Le vice-ministre de la Justice et contentieux international, Samuel Mbemba Kabuya au cours d’une conférence de presse animée mardi 01 octobre au Palais de justice, fait le compte rendu de la première audience publique à la Cour de justice de l’EAC dans le procès opposant la RD-Congo au Rwanda. Au cours de cet exercice, Me Samuel Mbemba a déballé le contour de cette première audience tenue à Arusha en Tanzanie le 26 septembre 2024.
Samuel Mbemba rappel qu’au cours de l’audience, les juges de la Cour de justice de l’EAC ont eu une attitude d’impartialité et d’équité vis-à-vis de deux parties. «Ceci a été un bon signe pour la suite de la procédure», s’est-t-il réjoui, dénonçant au passage l’attitude des avocats du Rwanda qui ont versé dans les dilatoires pour bloquer la procédure.
Il faut faire remarquer que grâce à la vision et leadership éclairé du Président Tshisekedi, que le Rwanda est sur le banc des accusés. Aussi, c’est pour la première fois que le Rwanda est traduit en justice pour répondre des milliers de mort causés par la guerre dans la partie orientale du pays.
Pour le vice-ministre de la justice, la ligne principale de défense, des avocats du Rwanda, était le rejet de tous les dossiers en français, notamment la procuration des avocats et les rapports des Nations unies qui confirment la présence militaire du Rwanda en RD-Congo.
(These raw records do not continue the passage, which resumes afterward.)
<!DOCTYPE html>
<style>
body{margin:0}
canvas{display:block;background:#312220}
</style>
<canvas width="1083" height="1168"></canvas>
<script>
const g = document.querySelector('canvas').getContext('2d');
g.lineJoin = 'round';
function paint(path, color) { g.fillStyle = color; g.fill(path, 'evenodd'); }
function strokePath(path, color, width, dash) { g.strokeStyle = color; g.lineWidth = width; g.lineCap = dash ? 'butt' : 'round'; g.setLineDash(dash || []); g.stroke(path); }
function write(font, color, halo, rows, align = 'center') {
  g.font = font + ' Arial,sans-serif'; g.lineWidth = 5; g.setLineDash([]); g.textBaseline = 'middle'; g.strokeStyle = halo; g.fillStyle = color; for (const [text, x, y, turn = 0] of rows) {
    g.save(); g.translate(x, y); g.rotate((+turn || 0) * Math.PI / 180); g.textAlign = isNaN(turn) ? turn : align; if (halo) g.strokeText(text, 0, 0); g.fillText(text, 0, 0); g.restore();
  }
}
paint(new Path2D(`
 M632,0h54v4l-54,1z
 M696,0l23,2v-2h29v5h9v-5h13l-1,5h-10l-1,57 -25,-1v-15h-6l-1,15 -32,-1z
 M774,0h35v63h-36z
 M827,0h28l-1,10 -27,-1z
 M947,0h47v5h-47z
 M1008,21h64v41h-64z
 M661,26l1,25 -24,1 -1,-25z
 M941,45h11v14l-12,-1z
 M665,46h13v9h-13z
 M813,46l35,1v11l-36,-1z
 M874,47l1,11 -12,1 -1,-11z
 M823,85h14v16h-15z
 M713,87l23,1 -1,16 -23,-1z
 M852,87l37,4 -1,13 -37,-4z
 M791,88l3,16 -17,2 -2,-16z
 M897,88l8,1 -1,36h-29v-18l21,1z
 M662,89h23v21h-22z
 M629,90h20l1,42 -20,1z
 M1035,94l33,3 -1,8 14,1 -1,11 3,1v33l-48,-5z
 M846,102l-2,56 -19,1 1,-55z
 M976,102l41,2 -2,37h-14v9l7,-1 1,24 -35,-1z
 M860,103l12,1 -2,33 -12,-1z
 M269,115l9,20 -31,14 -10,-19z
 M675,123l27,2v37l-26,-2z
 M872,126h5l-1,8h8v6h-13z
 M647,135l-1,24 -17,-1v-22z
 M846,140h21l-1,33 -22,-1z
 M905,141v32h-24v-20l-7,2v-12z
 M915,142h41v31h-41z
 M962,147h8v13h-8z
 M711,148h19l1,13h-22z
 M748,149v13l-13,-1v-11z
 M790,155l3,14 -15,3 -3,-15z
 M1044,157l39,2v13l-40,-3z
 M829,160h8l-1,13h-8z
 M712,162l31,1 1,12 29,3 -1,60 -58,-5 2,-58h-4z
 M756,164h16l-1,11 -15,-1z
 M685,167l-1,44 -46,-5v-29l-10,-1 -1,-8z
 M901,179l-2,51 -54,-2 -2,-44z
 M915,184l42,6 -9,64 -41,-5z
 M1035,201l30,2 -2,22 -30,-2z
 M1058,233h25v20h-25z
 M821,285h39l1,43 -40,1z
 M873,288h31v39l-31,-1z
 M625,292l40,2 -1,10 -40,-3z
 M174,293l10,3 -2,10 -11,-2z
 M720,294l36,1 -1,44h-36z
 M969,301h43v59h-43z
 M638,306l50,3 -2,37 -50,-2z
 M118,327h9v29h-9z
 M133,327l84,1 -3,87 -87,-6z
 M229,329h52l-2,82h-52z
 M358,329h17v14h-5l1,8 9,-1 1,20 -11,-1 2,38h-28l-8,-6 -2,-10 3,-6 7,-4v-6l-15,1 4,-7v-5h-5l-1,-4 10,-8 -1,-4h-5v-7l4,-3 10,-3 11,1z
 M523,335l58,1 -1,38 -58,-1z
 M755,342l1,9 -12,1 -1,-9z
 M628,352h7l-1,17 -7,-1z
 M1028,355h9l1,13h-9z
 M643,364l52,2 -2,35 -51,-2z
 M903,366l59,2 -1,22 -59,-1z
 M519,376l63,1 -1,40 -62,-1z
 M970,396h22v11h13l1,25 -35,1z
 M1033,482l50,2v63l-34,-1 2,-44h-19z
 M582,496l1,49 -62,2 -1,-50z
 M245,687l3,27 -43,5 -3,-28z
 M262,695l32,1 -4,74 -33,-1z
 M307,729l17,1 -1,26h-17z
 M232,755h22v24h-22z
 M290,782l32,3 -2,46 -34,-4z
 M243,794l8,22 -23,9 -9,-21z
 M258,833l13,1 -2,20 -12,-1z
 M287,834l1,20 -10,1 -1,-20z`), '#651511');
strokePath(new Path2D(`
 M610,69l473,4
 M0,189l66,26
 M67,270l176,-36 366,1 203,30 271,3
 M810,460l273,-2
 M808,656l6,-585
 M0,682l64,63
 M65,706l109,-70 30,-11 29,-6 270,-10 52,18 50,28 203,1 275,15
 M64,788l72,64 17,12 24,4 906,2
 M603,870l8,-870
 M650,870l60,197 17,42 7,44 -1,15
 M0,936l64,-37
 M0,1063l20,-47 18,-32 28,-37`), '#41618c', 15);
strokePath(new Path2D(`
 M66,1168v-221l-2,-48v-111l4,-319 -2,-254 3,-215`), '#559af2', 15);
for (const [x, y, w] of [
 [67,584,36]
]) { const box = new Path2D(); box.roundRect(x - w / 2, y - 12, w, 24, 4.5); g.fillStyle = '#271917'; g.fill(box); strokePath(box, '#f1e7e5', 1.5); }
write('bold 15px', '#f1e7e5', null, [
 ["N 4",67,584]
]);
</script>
De là, les avocats de la partie Rwandaise ont postulé l’anéantissement total de la procédure en commençant par demander à la Cour de ne pas permettre aux avocats de la RD-Congo de prendre la parole car, leur procuration posait problème.
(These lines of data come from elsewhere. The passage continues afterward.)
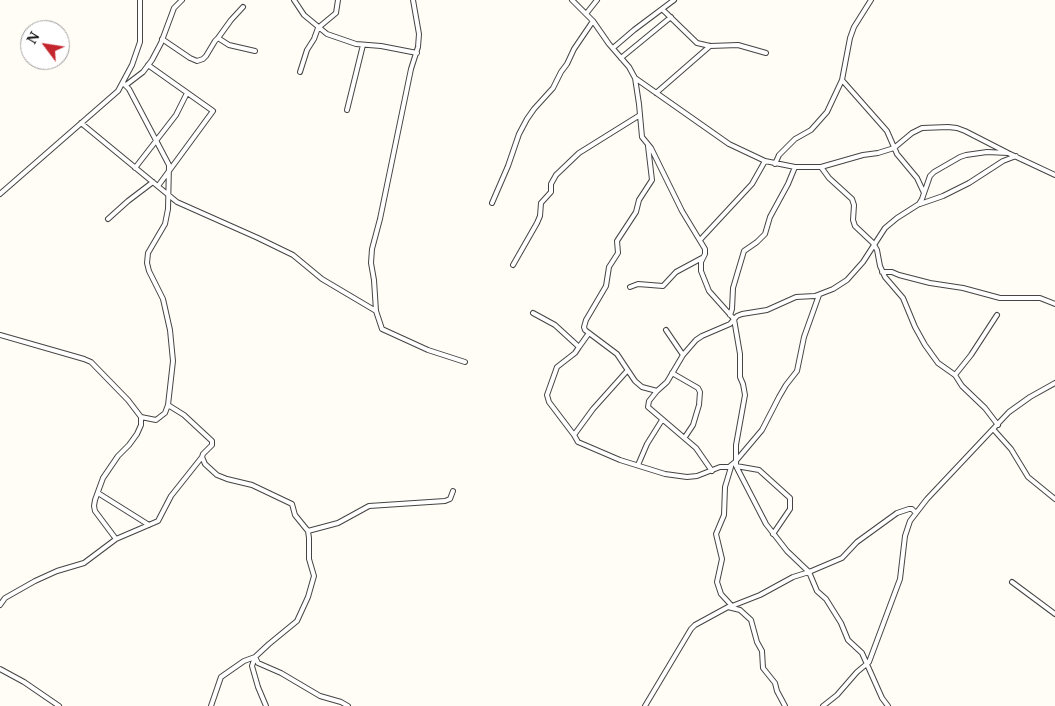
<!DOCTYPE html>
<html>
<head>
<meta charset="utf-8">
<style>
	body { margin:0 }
	#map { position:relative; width:1055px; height:706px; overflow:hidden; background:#fffdf5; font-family:"Noto Serif",serif }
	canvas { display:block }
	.north { position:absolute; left:20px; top:20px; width:50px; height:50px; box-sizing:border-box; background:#fff; border:1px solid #a0a0a0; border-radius:50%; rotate:301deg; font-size:14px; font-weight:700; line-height:20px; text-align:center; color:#111 }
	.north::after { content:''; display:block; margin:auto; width:18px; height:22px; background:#c4262e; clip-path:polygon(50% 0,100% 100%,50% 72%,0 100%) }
</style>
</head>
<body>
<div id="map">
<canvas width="1055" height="706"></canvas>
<div class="north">N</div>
</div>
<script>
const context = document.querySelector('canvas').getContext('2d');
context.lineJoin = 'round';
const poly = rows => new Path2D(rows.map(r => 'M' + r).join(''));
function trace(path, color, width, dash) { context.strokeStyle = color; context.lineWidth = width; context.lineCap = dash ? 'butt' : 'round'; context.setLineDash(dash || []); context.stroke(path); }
const minor = poly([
	[294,0,304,15,327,34,356,44,381,46,417,53],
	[572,0,593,21,609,44,629,67,635,78,729,144,765,161,795,167,821,167,863,155,878,153,894,148,912,133,922,128,948,127,957,128,965,131,1008,153,1055,175],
	[871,0,854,27,850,38,842,80,887,131,897,154,917,178,924,193],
	[662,9,697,43,710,46,738,45,766,53],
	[586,14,597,0],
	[218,38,231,20,243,7],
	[162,39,190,58,197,61,203,59,206,56,215,41,218,38,229,45,255,51],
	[613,48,634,30,674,0],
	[621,58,671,17],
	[148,65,213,111,158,186],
	[300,72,307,50,314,39,318,28,336,13,338,0],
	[635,78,639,104,642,137,651,148,682,211,705,249,705,254,701,262,701,271,709,291,734,319,740,354,740,377,743,384,745,395,736,445,736,466,766,524,787,551,809,572,817,591,826,599,841,623,848,640,862,653,882,698,888,706],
	[126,85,143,72,152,60,161,43,174,8,182,0],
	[656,93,710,46],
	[347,110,363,45],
	[81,123,177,202,258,238,293,255,322,279,376,311,382,329,428,350,465,362],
	[648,146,652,180,639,200,636,212,617,241,618,253,609,267,606,286,586,320,584,327,585,330,617,354,635,381,642,387,657,391,667,382,683,355,696,340,702,336,730,324,737,316,742,314,767,310,796,297,815,296,833,289,847,280,863,262,885,228,897,218,919,204,922,199,930,176,934,172,960,157,966,155,987,152,1008,153],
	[775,164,779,155,795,139,811,130,827,112,842,80],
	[821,167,829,178,852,199,854,205,853,220,855,226,873,243,877,250,880,266,885,277,903,298,915,327,925,345,938,363,955,375,962,386,985,408,998,425],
	[135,168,176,115,187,93],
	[0,194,118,91,132,65,140,42,140,0],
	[492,203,508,166,519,134,527,119,534,109,553,88,561,72,567,64,574,49,593,21],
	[920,204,943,196,969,183,1003,161,1016,156],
	[108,219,128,201,153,182],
	[700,240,752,184,765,161],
	[513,265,537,223,540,216,541,203,551,192,551,184,556,175,579,153,640,115],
	[882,272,892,272,899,275,930,283,963,288,1000,298,1040,298,1055,304],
	[630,287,638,284,663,286,676,272,702,258],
	[376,311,374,280,371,263,372,249,380,219,411,69,418,47,419,34,413,0],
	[533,313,555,325,579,347,575,353,557,367,547,395,549,402,574,435,593,409,627,371],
	[730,315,732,309,733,288,744,251,757,242,765,234,770,217,788,184,795,167],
	[666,330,683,355],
	[0,335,84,359,91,362,128,400,141,417,156,420,165,413,168,405,173,361,170,330,163,299,149,271,147,263,148,253,165,224,168,209,169,165,129,89,123,83],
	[579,347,589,333],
	[672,373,698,388,700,392,699,405,693,425,685,437],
	[955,375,971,355,997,315],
	[657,391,649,401,648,407,696,448,712,471],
	[168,405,184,415,212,441,212,445,203,454,202,457,205,464,217,475,227,479,252,485,292,504,295,515,308,531,309,538,309,559,314,576,308,597,297,621,269,644,255,657,244,661,221,677,211,706],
	[994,430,1011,449,1028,477,1055,499],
	[574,435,578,442,620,460,665,474,687,477,697,476,720,467,729,467],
	[638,465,647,444,662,420],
	[736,466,759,470,790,498,790,509,773,534],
	[98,493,149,525],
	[308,531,338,523,369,506,445,501,450,499,453,491],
	[116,539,95,511,94,506,95,500,103,478,118,456,129,445,137,434,141,425,141,417],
	[1012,582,1055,614],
	[0,605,5,598,35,581,57,571,84,563,116,539,158,521,171,496,202,457],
	[732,606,721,594,717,582,722,559,716,534,724,515,725,487,731,467,729,467,735,462,762,430,779,397,786,385,797,371,804,337,819,295],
	[732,606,760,595,793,577,809,572,842,558,857,542,897,513,909,509,912,509,916,513],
	[255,657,258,663,281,673,320,696,341,702,348,706],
	[255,657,252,666,258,687,266,706],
	[0,669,24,682,59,706],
	[645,706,691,629,695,625,728,607,740,610,751,620,757,642,762,651,763,668,775,683,777,691,785,706],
	[823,706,837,695,857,672,869,662,900,579,905,536,910,521,927,499,1009,412,1030,397,1055,383]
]);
trace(minor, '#444', 6);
trace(minor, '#fff', 4);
</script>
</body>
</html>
Ils ont dit à la Cour qu’ils étaient incapables de lire un document écrit en français, a-t-il ajouté.
En outre, au cours de l’audience, la Cour a demandé à toutes les deux parties -tous les avocats- de plaider, à charge pour la RD-Congo d’introduire dans un délai de 24 heures, la procuration des avocats établie en anglais.
«Devoir que nous avons déjà rempli», a rassuré le vice-ministre de la Justice et contentieux international. Et de renchérir: «nous avons donc plaidé sur les autres documents que le Rwanda avait envoyé bien avant pour demander à la Cour de se déclarer incompétente; documents auxquels nos avocats avaient bien préparé les réponses et transmis à la Cour avant l’audience». Comme cela se passe devant toutes les juridictions, la Cour a pris en délibéré ce premier débat sur sa compétence. Elle se prononcera par une décision avant d’entamer le fond.
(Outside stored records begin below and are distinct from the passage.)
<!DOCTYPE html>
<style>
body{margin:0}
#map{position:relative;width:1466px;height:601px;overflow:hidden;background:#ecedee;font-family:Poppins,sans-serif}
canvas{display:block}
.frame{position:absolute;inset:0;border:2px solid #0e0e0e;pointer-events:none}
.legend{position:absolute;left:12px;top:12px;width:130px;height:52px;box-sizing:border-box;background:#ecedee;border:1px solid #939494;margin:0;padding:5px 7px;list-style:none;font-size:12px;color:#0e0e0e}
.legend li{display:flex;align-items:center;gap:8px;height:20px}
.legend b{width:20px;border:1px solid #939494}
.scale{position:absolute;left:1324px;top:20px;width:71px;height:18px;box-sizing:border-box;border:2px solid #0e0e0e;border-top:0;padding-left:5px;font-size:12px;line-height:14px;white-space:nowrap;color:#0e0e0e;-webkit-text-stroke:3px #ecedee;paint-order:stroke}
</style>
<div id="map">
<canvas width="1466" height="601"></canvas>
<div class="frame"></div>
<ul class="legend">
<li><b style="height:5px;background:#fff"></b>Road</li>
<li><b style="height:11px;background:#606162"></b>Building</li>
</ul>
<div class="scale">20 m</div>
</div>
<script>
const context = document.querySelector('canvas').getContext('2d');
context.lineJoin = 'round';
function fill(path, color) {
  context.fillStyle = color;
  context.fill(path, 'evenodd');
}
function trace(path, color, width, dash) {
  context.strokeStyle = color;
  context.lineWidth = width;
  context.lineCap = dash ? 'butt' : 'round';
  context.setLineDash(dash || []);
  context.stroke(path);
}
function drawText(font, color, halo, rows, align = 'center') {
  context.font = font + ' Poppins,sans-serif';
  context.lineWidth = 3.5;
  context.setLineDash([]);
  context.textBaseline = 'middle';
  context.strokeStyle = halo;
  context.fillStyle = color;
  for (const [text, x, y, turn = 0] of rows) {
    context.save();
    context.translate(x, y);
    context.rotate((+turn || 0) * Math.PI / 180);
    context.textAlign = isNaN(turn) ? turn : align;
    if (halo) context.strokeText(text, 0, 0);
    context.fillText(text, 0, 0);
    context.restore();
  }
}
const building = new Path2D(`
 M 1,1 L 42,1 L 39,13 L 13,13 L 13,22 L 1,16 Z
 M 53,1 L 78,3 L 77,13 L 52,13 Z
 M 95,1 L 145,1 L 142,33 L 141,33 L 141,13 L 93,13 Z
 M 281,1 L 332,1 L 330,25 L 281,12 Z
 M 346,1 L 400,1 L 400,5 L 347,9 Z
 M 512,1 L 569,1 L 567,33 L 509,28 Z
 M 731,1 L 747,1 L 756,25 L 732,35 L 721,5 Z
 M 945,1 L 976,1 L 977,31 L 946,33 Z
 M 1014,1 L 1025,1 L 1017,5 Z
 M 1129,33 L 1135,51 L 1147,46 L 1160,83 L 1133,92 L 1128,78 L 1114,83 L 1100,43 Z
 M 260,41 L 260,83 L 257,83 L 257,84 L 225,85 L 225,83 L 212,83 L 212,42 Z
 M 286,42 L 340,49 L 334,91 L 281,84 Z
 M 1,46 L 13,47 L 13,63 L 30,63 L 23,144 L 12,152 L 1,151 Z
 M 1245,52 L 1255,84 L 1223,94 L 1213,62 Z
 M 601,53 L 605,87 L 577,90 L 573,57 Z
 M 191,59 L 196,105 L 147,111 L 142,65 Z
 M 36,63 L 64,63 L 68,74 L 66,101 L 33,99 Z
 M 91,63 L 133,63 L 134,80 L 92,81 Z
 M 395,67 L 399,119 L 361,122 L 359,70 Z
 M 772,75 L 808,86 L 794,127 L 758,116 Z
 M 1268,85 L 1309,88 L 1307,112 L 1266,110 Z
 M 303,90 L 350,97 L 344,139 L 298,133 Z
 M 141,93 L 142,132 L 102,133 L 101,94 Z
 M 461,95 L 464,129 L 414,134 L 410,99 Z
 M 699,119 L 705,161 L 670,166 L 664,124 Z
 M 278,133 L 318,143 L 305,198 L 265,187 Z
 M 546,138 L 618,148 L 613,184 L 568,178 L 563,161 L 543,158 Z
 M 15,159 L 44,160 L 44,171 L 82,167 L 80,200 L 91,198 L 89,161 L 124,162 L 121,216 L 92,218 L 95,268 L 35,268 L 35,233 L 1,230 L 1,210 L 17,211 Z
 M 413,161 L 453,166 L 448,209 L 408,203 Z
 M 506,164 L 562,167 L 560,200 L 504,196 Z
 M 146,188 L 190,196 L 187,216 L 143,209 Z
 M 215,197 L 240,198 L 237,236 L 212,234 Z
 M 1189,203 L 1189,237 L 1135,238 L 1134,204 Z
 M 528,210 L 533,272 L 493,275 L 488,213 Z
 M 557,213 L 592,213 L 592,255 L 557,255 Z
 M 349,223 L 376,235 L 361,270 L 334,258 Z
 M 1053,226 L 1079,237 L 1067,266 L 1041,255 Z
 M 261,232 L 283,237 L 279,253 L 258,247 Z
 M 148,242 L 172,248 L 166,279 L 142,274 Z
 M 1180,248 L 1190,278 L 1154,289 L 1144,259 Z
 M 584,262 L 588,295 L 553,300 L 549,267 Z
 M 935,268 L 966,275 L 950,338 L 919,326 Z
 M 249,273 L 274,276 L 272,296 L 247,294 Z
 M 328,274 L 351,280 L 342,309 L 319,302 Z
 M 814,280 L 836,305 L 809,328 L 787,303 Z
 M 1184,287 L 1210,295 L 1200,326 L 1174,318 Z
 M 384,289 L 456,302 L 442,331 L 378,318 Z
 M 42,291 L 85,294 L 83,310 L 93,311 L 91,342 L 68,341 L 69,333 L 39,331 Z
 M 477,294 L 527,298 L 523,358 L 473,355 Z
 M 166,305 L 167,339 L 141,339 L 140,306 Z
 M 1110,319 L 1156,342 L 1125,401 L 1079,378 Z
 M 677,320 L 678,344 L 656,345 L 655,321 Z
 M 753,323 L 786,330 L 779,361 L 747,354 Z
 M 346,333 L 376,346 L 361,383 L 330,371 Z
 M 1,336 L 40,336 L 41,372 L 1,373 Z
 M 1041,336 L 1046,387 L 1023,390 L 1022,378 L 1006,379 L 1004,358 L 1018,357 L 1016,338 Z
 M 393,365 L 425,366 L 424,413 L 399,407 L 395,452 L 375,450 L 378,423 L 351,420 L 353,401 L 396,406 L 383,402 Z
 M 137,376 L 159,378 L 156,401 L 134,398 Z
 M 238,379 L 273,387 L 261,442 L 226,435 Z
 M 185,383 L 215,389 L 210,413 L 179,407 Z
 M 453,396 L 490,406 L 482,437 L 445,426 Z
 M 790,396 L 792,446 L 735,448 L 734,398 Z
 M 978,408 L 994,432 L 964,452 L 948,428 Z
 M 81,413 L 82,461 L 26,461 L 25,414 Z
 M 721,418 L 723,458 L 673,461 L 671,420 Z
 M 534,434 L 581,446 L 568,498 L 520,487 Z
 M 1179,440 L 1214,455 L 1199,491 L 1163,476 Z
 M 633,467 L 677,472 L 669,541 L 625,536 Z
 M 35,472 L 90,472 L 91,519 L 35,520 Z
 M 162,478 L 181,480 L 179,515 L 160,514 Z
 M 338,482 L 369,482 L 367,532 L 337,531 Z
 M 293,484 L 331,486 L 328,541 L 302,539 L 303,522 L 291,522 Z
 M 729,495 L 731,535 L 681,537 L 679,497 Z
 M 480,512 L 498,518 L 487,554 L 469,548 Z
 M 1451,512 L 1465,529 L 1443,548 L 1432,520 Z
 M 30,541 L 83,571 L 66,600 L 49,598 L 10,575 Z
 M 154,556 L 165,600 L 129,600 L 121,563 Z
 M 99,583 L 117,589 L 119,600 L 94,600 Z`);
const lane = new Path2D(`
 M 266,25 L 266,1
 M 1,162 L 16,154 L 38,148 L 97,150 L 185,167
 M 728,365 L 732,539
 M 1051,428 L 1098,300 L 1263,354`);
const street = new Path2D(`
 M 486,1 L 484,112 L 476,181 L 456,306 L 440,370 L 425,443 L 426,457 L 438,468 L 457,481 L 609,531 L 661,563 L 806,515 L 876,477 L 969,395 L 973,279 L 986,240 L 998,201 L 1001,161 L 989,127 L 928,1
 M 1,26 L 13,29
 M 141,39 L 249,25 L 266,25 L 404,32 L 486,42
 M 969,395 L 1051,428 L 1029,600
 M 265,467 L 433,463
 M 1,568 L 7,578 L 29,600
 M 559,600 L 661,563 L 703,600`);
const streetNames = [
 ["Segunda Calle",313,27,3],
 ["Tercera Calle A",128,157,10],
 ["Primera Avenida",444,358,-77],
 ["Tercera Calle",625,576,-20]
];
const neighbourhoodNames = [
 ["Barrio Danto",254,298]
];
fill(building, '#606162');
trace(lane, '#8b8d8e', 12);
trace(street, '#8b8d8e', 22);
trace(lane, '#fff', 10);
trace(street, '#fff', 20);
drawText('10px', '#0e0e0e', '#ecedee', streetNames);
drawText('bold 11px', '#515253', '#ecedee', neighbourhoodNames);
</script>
«Ce procès hautement historique fait partie d’une série de procédures judiciaires internationales initiées par le Président de la République Félix-Antoine Tshisekedi Tshilombo contre la malice du Président Paul Kagame, le Rwanda et leurs complices notamment devant la Cour africaine des Droits de l’Homme et des peuples, devant la Cour de justice des États d’Afrique de l’Est, devant la Cour pénale internationale -CPI- ainsi que bien d’autres que nous allons vous communiquer dans les mois qui viennent selon les instructions et directives de la Première ministre Judith Suminwa qui suit pas à pas la manière dont nous-mêmes et les avocats travaillons», a signifié le vice-ministre Samuel Mbemba. Et de prévenir: «bientôt, toutes ces initiatives vont pleuvoir sur Monsieur Paul Kagame, ses complices et le Rwanda qu’il a embarqués dans son entreprise criminelle dans l’Est de notre pays où ils pillent et volent nos minerais, violent nos femmes et enfants et massacrent nos populations».
Me Samuel Mbemba a également, au nom du gouvernement, invité tout le peuple RD-congolais à soutenir le combat que le Président de la République Félix-Antoine Tshisekedi mène contre le Rwanda dans les fronts militaire, diplomatique et maintenant judiciaire. Il a souligné que le Président Tshisekedi aura été le Premier RD-congolais à gagner deux rapports clairs de l’ONU attestant la présence militaire du Rwanda en RD-Congo. Fort de ces rapports et de ce premier procès, a-t-il ajouté, il est aussi le premier à faire asseoir le Rwanda réellement sur le banc des accusés. «Le temps où Monsieur Kagame opérait avec la complicité des RD-Congolais est révolu, le temps où il a menti et nargué les Communautés sous régionales, régionales et la Communauté internationale est également révolu», a-t-il lancé. Ci-dessous, l’allocution du vice-ministre de la Justice et Contentieux international, Me Samuel Mbemba.
Notons que, au-delà de toutes les craintes émises, Kinshasa reste confiant que la cour dira uniquement le droit , et alors le bon droit.